To this end, the NGO already has access to a "huge data lake" on Azure, which takes raw structured and unstructured data in real time and helps staff make cost-effective rapid response decisions in emergency situations. Curated data is also siphoned off into a data warehouse, where it informs the body's enterprise resource planning and fundraising systems for organizational decision-making purposes.

As to where Team Rubicon intends to go from here, it has a number of plans in the offing. For example, it is currently adding a new Dynamic 365 module to provide omnichannel customer service and also launched an "Uber-style" emergency food assistance scheme for vulnerable people, although it unfortunately closed on 8 October due to lack of funds. 

In the pipeline for the first quarter of this year though is an AI-based program that assesses volunteers' skills and experience against the requirements needed to deal with a particular incident and contacts the most appropriate individuals to see if they are willing and able to help. Another system, which is also in testing, is an AI-based optical character recognition system that assigns a validity score to volunteers' documentation and certificates and alerts an administrator to any apparent discrepancies.

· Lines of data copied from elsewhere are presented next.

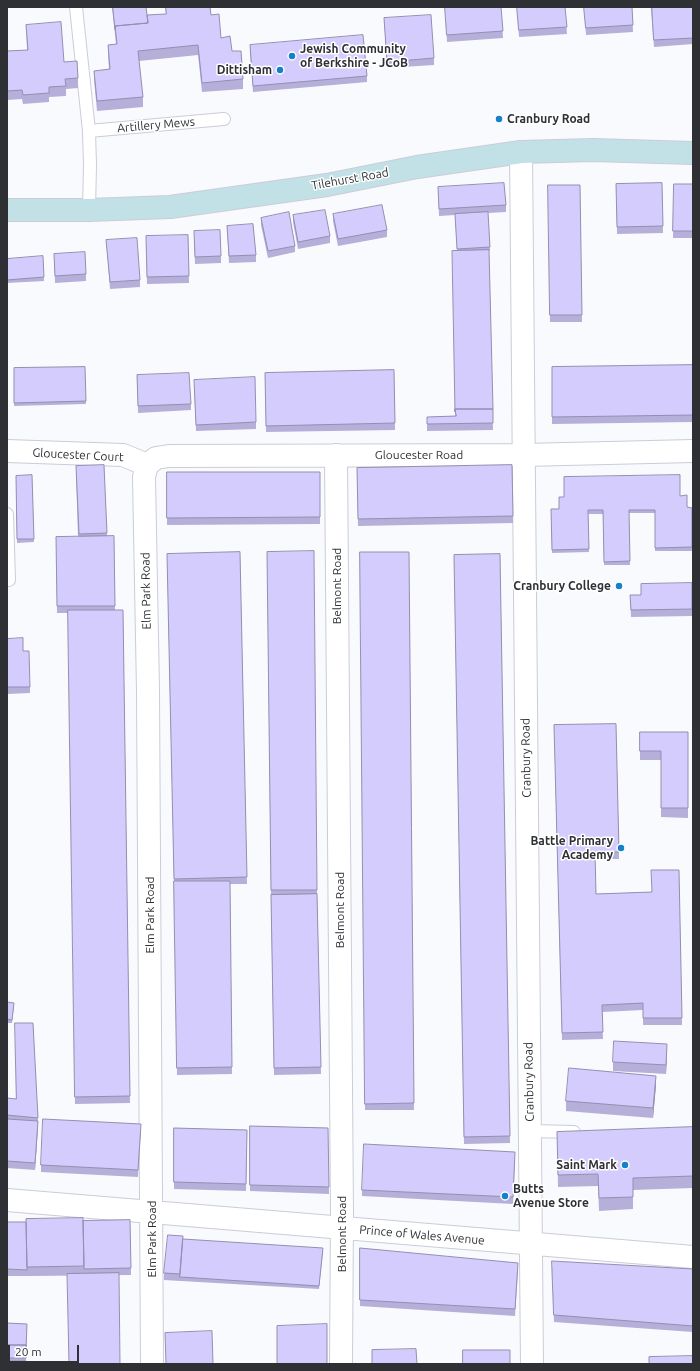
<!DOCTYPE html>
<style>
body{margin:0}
#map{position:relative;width:700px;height:1371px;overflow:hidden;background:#f9fafe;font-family:Ubuntu,sans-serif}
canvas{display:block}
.frame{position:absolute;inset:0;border:8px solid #2e3034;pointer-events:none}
.scale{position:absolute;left:8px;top:1345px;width:71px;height:18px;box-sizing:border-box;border:2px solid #2e3034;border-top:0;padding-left:5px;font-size:12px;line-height:14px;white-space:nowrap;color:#2e3034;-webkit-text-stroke:3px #fff;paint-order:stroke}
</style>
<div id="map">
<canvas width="700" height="1371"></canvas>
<div class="frame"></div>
<div class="scale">20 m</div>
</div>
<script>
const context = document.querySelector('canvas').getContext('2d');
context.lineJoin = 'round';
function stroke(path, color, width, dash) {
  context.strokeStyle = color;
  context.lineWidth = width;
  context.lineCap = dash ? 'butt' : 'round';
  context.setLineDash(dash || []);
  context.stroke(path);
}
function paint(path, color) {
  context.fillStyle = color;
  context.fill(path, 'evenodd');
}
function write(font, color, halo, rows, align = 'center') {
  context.font = font + ' Ubuntu,sans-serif';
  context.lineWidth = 3;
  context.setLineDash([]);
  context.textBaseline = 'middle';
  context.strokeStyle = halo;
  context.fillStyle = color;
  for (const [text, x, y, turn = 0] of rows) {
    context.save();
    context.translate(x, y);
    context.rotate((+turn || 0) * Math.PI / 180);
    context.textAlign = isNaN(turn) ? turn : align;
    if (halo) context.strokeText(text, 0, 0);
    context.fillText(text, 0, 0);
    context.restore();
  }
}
const lane = new Path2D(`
 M76,7L89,131L90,165L89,210
 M89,131L224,119
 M7,514L9,580
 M530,1131L574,1132`);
const street = new Path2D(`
 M521,152L532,1364
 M7,451L123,455L147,465
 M336,455L342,1214L341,1364
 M147,465L144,477L148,691L152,1364
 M147,465L156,458L169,456L523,455L693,451
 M7,1200L693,1257`);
const secondary = new Path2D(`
 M7,210H89L170,207L327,185L417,167L521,152L593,150L693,153`);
stroke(lane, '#cacdd7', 14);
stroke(street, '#cacdd7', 24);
stroke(secondary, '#cacdd7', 24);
stroke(lane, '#fff', 12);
stroke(street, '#fff', 22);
stroke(secondary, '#c2e1e7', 22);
paint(new Path2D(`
 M112,7H146L147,18L166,14L165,7H210L211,15L221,38L232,51L243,79V89L202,92L198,55L139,61L143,97V107L97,111L94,80V71L109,69L108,54V45L116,44Z
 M445,7H501L503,38L447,42Z
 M517,7H565L567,34L519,37Z
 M584,7H632L633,32L586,35Z
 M651,7H693V44L654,47Z
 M384,18L434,58V65L387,68Z
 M26,25L64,62L78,78V88L66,89V96L49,97V102L23,104L22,99L7,100V51L27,50Z
 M250,45L367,76V82L253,92L250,52Z
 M662,183L663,233L617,234L616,184Z
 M674,184H693V238H673Z
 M548,185H580L582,322H550Z
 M438,187L506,205V212L488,213L490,247V251H489L493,430L427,431V417L455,416L457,251L455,215L439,216Z
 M333,214L387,230V237L338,246L333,221Z
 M293,215L330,236V243L298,249L293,222Z
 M261,218L295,246V252L268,258L261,225Z
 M227,226L256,255V262L229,263Z
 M188,235L189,283L147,284L146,243Z
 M194,238L221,256V263L195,264Z
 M106,240L140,280V287L110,289Z
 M54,254L86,274V281L55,283Z
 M7,259L44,277V281L7,283Z
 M693,365V422L552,424V367Z
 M85,367L86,404L14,406V368Z
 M394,370L395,430L266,432L265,373Z
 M137,375L191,404V410L138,413Z
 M194,386L256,422V429L196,431Z
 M104,465L107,536H114L115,610H123L130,1103L75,1104L68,613H57L56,537H78L76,473Z
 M512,465L513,523L358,526L357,468Z
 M167,472H320V524L167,525Z
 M32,475L34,542L17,543L16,476Z
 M680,496L687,507L692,508V551H655V513H629L630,565H604L603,514H588L589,552L552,553L551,509H559Z
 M240,552L247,884H230L232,1074L177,1075L174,888V881L167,554Z
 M267,552L317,890L321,1074L274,1075L271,902Z
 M360,552H409L414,1110H365Z
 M500,554L510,1143L464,1144L454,555Z
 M692,583V616L631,617L630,595H641Z
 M7,639L23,651L30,687V693L7,694Z
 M616,724L619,859H595L596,894L651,892L679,870L682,1025H643V1010L602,1012L603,1039L562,1040L554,725Z
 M640,732H688V818L661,817V760H640Z
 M7,1002L14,1006L12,1023H7Z
 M33,1023L38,1121L35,1170L7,1168V1098L16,1099Z
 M667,1054L666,1074L613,1071V1062Z
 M656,1085L653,1118L566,1111V1101Z
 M250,1126L328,1128L329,1194L250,1191Z
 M693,1127V1188L633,1190V1209L599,1211L598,1186L558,1187L557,1132Z
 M174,1128L247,1130L246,1191L174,1189Z
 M141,1130L138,1177L41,1172V1165Z
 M515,1159L513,1204L362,1196V1190Z
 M130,1220L131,1275L27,1276H7V1222H26Z
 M183,1239L323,1251L319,1289L164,1280V1273Z
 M360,1248L518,1270L515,1316L360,1306Z
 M552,1267L693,1269V1332L554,1322Z
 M7,1323L27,1324L26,1364H7Z`), '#b5afda');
paint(new Path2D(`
 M667,1044V1054L666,1074V1065Z
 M656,1076V1085L653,1118V1108Z
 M38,1121V1128L35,1170V1163Z`), '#948fb1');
const building = new Path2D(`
 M113,7H146L148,23L115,26V29Z
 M166,7H210L211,15L219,14L221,38L230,36L232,51H241L243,79L202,83L198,45L138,51L143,97L97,101L94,71L110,69L108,45L117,44L115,26L148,23L147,15L166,14Z
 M445,7H501L503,31L447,35Z
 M517,7H565L567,27L519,30Z
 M584,7H632L633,25L586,28Z
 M652,7H693V38L654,40Z
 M431,15L434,58L387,62L384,18Z
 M61,22L64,62L77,61L78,78L65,79L66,86L49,87V93L23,95L22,90L7,91V51L28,50L26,25Z
 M363,35L367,76L253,86L250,45Z
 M504,183L506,205L439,209L438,187Z
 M662,183L663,226L617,227L616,184Z
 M674,184H693V231H673Z
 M548,185H580L582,315H550Z
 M382,205L387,230L338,239L333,214Z
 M325,210L330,236L298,242L293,215Z
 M289,212L295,246L268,251L261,218Z
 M488,212L490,247L457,249L455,214Z
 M253,224L256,255L229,256L227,226Z
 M220,230L221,256L195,257L194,231Z
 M188,235L189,276L147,277L146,236Z
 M137,238L140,280L110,282L106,240Z
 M489,250L493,409H455V412L452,251Z
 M85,252L86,274L55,276L54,254Z
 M43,256L44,277L7,280V259Z
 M693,365V415L552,417V367Z
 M85,367L86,401L14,403V368Z
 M394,370L395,423L266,426L265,373Z
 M189,373L191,404L138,406L137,375Z
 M255,377L256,422L196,425L194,380Z
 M455,409H493V423L427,424V417L456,416Z
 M104,465L107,533L79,534L76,466Z
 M512,465L513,516L358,519L357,468Z
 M167,472H320V517L167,518Z
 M32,475L34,539H17L16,476Z
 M680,475V496L687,495V507L692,508V547L655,548V510H629L630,561L604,562L603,510H588L589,549L552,550L551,509H559V497H564V477Z
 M114,536L115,606H57L56,537Z
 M314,551L317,890H271L267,552Z
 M240,552L247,877L174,879L167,554Z
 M360,552H409L414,1103L365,1104Z
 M500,554L510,1136L464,1137L454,555Z
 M692,583V609L631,610L630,595H641V584Z
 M68,610H123L130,1096L75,1097Z
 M23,638V651H29L30,687H7V639Z
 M616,724L619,852H595L596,894L652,892L651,870H679L682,1018H643V1003L602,1005L603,1032L562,1033L554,725Z
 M640,732H688V808H661V751H640Z
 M174,881H230L232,1067L177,1068Z
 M317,894L321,1067L274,1068L271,895Z
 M7,1002L14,1003L12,1020L7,1019Z
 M15,1023H33L38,1118L7,1115V1098L16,1099Z
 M614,1041L667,1044L666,1065L613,1062Z
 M569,1068L656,1076L653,1108L566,1101Z
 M7,1119L38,1121L35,1163L7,1161Z
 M43,1119L141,1124L138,1170L41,1165Z
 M250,1126L328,1128L329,1187L250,1185Z
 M693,1127V1176L633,1178V1197L599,1198L598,1174L558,1175L557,1132Z
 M174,1128L247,1130L246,1184L174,1182Z
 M364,1144L515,1152L513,1197L362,1190Z
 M83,1218L84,1266L27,1267L26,1219Z
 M130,1220L131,1268L84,1269L83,1221Z
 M7,1222H26L27,1270L7,1269Z
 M168,1235L183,1236L180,1274L164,1273Z
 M183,1239L323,1248L319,1286L180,1277Z
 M360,1248L518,1263L515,1309L360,1300Z
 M552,1261L693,1269V1326L554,1315Z
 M119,1273L120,1364H69L67,1274Z
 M7,1323L27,1324L26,1349V1345H7Z
 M327,1324V1364H277V1326Z
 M212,1331L213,1364H166L165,1333Z
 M7,1345H26V1358H7Z
 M416,1349L417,1364H372V1350Z
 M463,1350H510V1364H463Z
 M693,1356V1364H649V1357Z
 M7,1361H26V1364H7Z`);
paint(building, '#d3ccfd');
stroke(building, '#948fb1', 1);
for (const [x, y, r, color] of [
 [292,56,4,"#1680cb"],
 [280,70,4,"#1680cb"],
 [499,119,4,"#1680cb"],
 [619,586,4,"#1680cb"],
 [621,848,4,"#1680cb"],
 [625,1165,4,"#1680cb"],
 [505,1196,4,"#1680cb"]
]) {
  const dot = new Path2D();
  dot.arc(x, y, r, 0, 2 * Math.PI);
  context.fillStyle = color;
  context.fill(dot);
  stroke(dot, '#fff', 1.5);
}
write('bold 12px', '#2e3034', '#fff', [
 ["Jewish Community",300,49,"left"],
 ["of Berkshire - JCoB",300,63,"left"],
 ["Dittisham",272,70],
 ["Cranbury Road",507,119,"left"],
 ["Cranbury College",611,586],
 ["Battle Primary",613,841],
 ["Academy",613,855],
 ["Saint Mark",617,1165],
 ["Butts",513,1189,"left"],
 ["Avenue Store",513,1203,"left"]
], 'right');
write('12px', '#2e3034', '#fff', [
 ["Artillery Mews",156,125,-5],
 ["Tilehurst Road",350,179,-10],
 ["Gloucester Court",78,455,3],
 ["Gloucester Road",419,455],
 ["Belmont Road",337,586,-90],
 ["Elm Park Road",146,591,-91],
 ["Cranbury Road",526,758,-91],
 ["Belmont Road",340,910,-90],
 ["Elm Park Road",150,915,-90],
 ["Cranbury Road",529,1082,-91],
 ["Belmont Road",342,1234,-90],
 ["Prince of Wales Avenue",422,1235,5],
 ["Elm Park Road",152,1239,-90]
]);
</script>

Over time though, the NGO's aim is to move beyond simply reacting to crises as they happen towards preventative work in order to help to build resilience within vulnerable communities with the help of local authorities and community leaders. This would mean providing post-disaster education, such as rebuilding homes, and creating networks of partners to "provide services we can't", says Kamachee. He explains:

The end goal is to ensure client services aren't single point in time-based but are provided continuously to ensure people's needs are met all the time. For that, we have a huge need for systems interoperability so we can work with our partners' data. It's what we're heading out to do because the more data we harness, the more AI and machine learning can come into the equation. The aim is to remove and automate mundane tasks, while interacting directly with the people we serve through our volunteers.

My take

Team Rubicon demonstrate that with a shrewd vision for the future, smart partnering and the judicious use of technology, NGOs can teach the private sector a trick or two about how to innovate with tight resources.